Claims used in this retrospective cohort study were incurred from July 1, 2008, through December 31, 2014. The index date was defined as the date of the first bDMARD claim. The preindex (baseline) period comprised the 6 months immediately preceding the index date. The postindex (follow-up) period was the 24 months immediately following the index date.
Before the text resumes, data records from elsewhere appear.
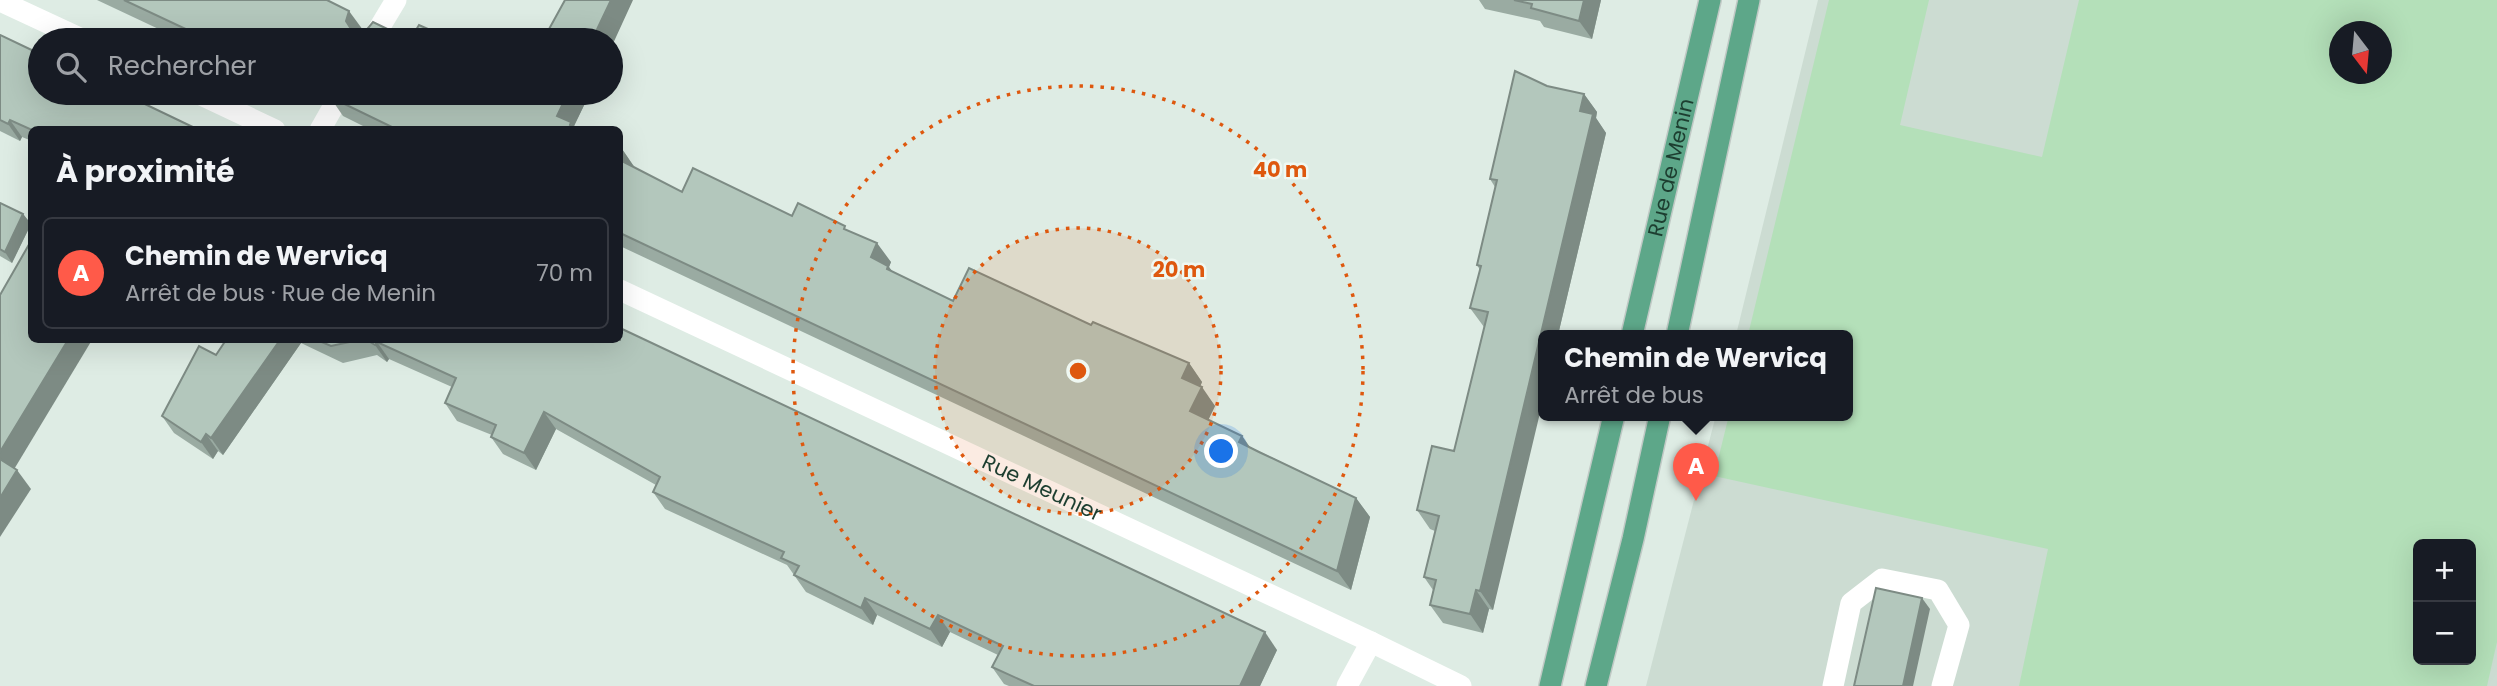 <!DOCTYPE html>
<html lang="fr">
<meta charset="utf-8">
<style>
body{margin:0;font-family:Poppins,sans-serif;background:#20242c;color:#f1f3f6}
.controls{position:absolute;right:21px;bottom:21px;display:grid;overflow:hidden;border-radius:10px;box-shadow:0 7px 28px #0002}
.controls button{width:63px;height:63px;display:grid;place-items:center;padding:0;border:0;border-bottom:2px solid #363941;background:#171b24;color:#f1f3f6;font:35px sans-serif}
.compass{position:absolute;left:2329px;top:21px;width:63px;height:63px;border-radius:50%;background:#171b24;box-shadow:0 7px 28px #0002;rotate:164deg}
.you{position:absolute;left:1222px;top:452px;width:24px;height:24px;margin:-18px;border:5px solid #fff;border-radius:50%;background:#1a73e8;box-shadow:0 0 0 10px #1a73e833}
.badge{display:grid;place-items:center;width:46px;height:46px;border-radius:50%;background:#ff5a49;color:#fff;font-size:23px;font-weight:700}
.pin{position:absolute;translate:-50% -58px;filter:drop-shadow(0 2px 4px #0008)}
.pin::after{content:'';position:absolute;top:37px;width:24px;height:21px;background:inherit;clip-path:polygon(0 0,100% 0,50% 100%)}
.popup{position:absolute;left:1538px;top:330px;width:315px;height:91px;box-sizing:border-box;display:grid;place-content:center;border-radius:10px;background:#171b24;filter:drop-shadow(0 2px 5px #0005);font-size:23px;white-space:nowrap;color:#9ea1a6}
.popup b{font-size:26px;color:#f1f3f6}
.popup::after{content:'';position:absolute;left:50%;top:100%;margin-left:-14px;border:14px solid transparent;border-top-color:#171b24}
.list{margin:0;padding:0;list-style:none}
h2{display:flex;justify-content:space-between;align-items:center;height:91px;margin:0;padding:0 28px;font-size:30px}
h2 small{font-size:23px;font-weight:400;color:#9ea1a6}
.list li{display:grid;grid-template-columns:46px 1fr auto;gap:21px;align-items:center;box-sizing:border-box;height:112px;margin:0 14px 14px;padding:0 14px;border:2px solid #363941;border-radius:10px}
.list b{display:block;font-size:26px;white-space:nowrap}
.list p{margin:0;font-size:23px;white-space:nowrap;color:#9ea1a6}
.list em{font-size:23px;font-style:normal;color:#9ea1a6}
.icon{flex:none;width:38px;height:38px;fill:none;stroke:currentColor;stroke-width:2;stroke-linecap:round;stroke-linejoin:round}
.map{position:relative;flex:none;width:2497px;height:686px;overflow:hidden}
.search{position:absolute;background:#171b24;box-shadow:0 7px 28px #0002;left:28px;top:28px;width:595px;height:77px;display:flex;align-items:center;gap:18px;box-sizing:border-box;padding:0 24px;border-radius:38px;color:#9ea1a6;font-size:26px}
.panel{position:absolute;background:#171b24;box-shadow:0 7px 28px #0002;left:28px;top:126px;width:595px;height:217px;border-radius:10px}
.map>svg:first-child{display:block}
</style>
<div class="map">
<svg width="2497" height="686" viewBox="0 0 2497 686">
<rect width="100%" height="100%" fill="#deece4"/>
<path fill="#ccdcd2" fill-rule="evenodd" d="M 1818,0 L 2497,0 L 2497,686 L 1646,686 L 1716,415 L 1848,415 L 1848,335 L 1736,335 ZM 2340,32 L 2382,32 L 2382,74 L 2340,74 ZM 2418,544 L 2471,544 L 2471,660 L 2418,660 Z"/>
<path fill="#b4e0b9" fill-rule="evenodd" d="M 1829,0 L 1929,0 L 1900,125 L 2042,157 L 2079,0 L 2497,0 L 2497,642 L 2487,686 L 2019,686 L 2048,549 L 1714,476 L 1729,415 L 1848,415 L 1848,335 L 1748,335 ZM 2340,32 L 2382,32 L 2382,74 L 2340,74 ZM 2418,544 L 2471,544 L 2471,660 L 2418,660 Z"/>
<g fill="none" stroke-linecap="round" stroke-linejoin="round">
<g stroke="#c0c9c5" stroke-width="24">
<g id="primary">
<path id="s2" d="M 1632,335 L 1710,0"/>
<polyline points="1677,335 1749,0"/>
<polyline points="1550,686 1614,415"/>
<polyline points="1596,686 1633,539 1660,415"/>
</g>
</g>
<g stroke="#fff" stroke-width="21">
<polyline points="372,40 396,0"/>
<polyline points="320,130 341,93"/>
<polyline points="1833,686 1851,603 1882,579 1938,590 1959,625 1942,686"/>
</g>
<g stroke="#fff" stroke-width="21">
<polyline points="0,1 84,40"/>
<polyline points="197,93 275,130"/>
<path id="s1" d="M 620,290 L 1371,642 L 1461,686"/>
<polyline points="1347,686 1371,642"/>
</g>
<use href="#primary" stroke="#5da789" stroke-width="21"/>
</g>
<g fill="#9aaba2">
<polygon points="97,0 327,0 363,30 362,33 410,40 453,40 182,40"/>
<polygon points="1479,0 1601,0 1592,39 1544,27 1540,21 1485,9"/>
<polygon points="0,35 32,130 32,141 22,137 20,141 0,131"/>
<polygon points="1547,86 1584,94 1597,112 1596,118 1606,133 1558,335 1544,335 1493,610 1489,609 1483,633 1443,623 1430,605 1433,590 1424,577 1435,531 1430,529 1417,510 1454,451 1484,327 1470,308 1480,270 1477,265 1495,187 1490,179"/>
<polygon points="293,93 327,93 319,105"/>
<polygon points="332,93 590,93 574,126 581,130 371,130 343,116 330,97"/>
<polygon points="620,148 622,149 635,168 682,192 792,216 848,230 891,262 889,267 893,272 953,301 1091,325 1189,363 1202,382 1200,386 1215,406 1208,420 1242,436 1250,447 1356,498 1370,517 1351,590 620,246"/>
<polygon points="0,203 23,214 31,224 12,263 0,256"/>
<polygon points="226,340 620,340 1277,650 1260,686 1009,686 1004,684 992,667 998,655 950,632 942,647 877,615 873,625 806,592 787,565 665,509 653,492 656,485 556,429 536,470 503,454 491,437 492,435 457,421 445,403 452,387 389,359 387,362 377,355 343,363 301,343 223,455 218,451 213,459 174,433 162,416 216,355"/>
</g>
<g fill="#7d8b84">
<polygon points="611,0 633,0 611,48 611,40 592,40"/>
<polygon points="1584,0 1601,0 1592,39 1579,21"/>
<polygon points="349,11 363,30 359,40 346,21"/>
<polygon points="310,93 327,93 319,105"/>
<polygon points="568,93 590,93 574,126 557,116"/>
<polygon points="1584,94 1597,112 1596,118 1606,133 1558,335 1544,335 1544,396 1493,610 1480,591"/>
<polygon points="10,120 22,137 20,141 8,124"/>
<polygon points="622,149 635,168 620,161 620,155"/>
<polygon points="23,214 31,224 12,263 5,252"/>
<polygon points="877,243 891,262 889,267 901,285 871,257"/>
<polygon points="68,340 92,340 10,476 0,462 0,452"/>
<polygon points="280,340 298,340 301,343 223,455 211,438"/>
<polygon points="377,342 389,359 387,362 375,345"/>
<polygon points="1189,363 1202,382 1196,397 1182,378"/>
<polygon points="1202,387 1215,406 1203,431 1190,411"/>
<polygon points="544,412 556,429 536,470 524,453"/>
<polygon points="206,434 218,451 213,459 201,442"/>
<polygon points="1242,436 1255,455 1239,442"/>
<polygon points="17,470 31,489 0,537 0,498"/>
<polygon points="1356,498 1370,517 1351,590 1337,571"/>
<polygon points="1476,590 1489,609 1483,633 1470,614"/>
<polygon points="865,598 877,615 873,625 861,608"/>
<polygon points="1922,598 1930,609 1913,686 1903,686"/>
<polygon points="938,615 950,632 942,647 930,629"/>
<polygon points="1265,632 1277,650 1260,686 1240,686"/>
</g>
<g fill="#b3c7bc" stroke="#7d8b84" stroke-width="2">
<polygon points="124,0 327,0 349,11 346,21 353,32 364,33 373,22 410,40 419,25 453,40 209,40"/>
<polygon points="565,0 611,0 592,40 543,40"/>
<polygon points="1514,0 1584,0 1579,21 1531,8 1532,4"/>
<polygon points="0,35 40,54 40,93 122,93 199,130 32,130 10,120 8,124 0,120"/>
<polygon points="1515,71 1547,86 1584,94 1580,111 1593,114 1480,591 1476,590 1470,614 1430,605 1436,580 1424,577 1439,516 1417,510 1432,446 1454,451 1488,312 1470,308 1481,266 1477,265 1497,180 1490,179"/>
<polygon points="332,93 568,93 557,116 571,122 570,125 581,130 398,130 330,97"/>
<polygon points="620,160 682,192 693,168 792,216 798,203 845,226 844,229 877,243 871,257 888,266 887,269 953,301 969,268 1091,325 1093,322 1189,363 1182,378 1202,387 1190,411 1242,436 1239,442 1259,452 1356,498 1337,571 620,233"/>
<polygon points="0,203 23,214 5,252 0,249"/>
<polygon points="31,241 32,340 68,340 0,452 0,295"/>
<polygon points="620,328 1265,632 1240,686 1034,686 992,667 1003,646 938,615 930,629 865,598 861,608 794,575 799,566 781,558 784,552 653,492 660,477 544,412 524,453 491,437 496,425 445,403 456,378 377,342 375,345 367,340 620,340"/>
<polygon points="226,340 280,340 211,438 206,434 201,442 162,416 199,346 216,355"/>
<polygon points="317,340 359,340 331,346"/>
<polygon points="0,459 17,470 0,498"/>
<polygon points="1876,588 1922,598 1903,686 1854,686"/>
</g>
<circle cx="1078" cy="371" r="143" fill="#de580e" fill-opacity=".12"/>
<g fill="none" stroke="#de580e" stroke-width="3.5" stroke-dasharray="3.5 7">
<circle cx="1078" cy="371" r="143"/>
<circle cx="1078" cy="371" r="285"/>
</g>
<g text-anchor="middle" stroke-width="5" stroke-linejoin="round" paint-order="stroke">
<g font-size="21" fill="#1d3e30" stroke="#eff8f2">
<text dy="7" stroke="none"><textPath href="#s2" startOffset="172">Rue de Menin</textPath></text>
<text dy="7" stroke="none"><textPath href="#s1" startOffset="466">Rue Meunier</textPath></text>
</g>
</g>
<circle cx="1078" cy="371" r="10" fill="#de580e" stroke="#eff8f2" stroke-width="3.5"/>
<g font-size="21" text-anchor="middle" font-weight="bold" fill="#de580e" stroke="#eff8f2" stroke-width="5" stroke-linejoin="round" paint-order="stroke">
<text x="1280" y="177">40 m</text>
<text x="1179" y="277">20 m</text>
</g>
</svg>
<div class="controls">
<button>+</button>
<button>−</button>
</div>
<svg class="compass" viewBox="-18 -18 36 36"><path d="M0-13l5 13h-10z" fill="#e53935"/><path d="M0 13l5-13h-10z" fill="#9ea1a6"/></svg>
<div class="you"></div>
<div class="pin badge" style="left:1696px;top:501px">A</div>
<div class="popup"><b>Chemin de Wervicq</b>Arrêt de bus</div>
<div class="search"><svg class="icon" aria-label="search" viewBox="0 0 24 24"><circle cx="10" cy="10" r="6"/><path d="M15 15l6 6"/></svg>Rechercher</div>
<section class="panel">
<h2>À proximité<small></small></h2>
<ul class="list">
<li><span class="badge">A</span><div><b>Chemin de Wervicq</b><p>Arrêt de bus · Rue de Menin</p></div><em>70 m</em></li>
</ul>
</section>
</div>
The primary objective of the study was to measure adherence to bDMARD therapies for 1 year and 2 years among patients with RA newly initiating bDMARD treatment. For this analysis, “year 1” refers to the first 12 months of treatment, “year 2” refers to months 13 to 24 of treatment, and “24 months” refers to months 1 to 24 of treatment. Adherence in the second year of therapy was assessed among patients who were effectively or noneffectively treated in the first year on therapy and among patients who were persistent or nonpersistent in the first year of therapy. The secondary objective was to explore predictors of adherence to bDMARD therapies for patients with RA newly initiating biologic treatment. Exploratory objectives included describing all-cause and RA-related costs and predictors of costs in the study population.

Data Source

This analysis was based on data obtained from the aggregated IMS PharMetrics Plus database, which comprises adjudicated claims for more than 100 million unique enrollees across the United States. Enrollees with both medical and pharmacy coverage throughout the study period represented approximately 40 million active lives on an annual basis. PharMetrics Plus provides detailed information on inpatient and outpatient diagnoses and procedures, retail and mail order prescription records, pharmacy and medical benefits (co-payment, deductible), and inpatient stays (admission type and source, discharge status).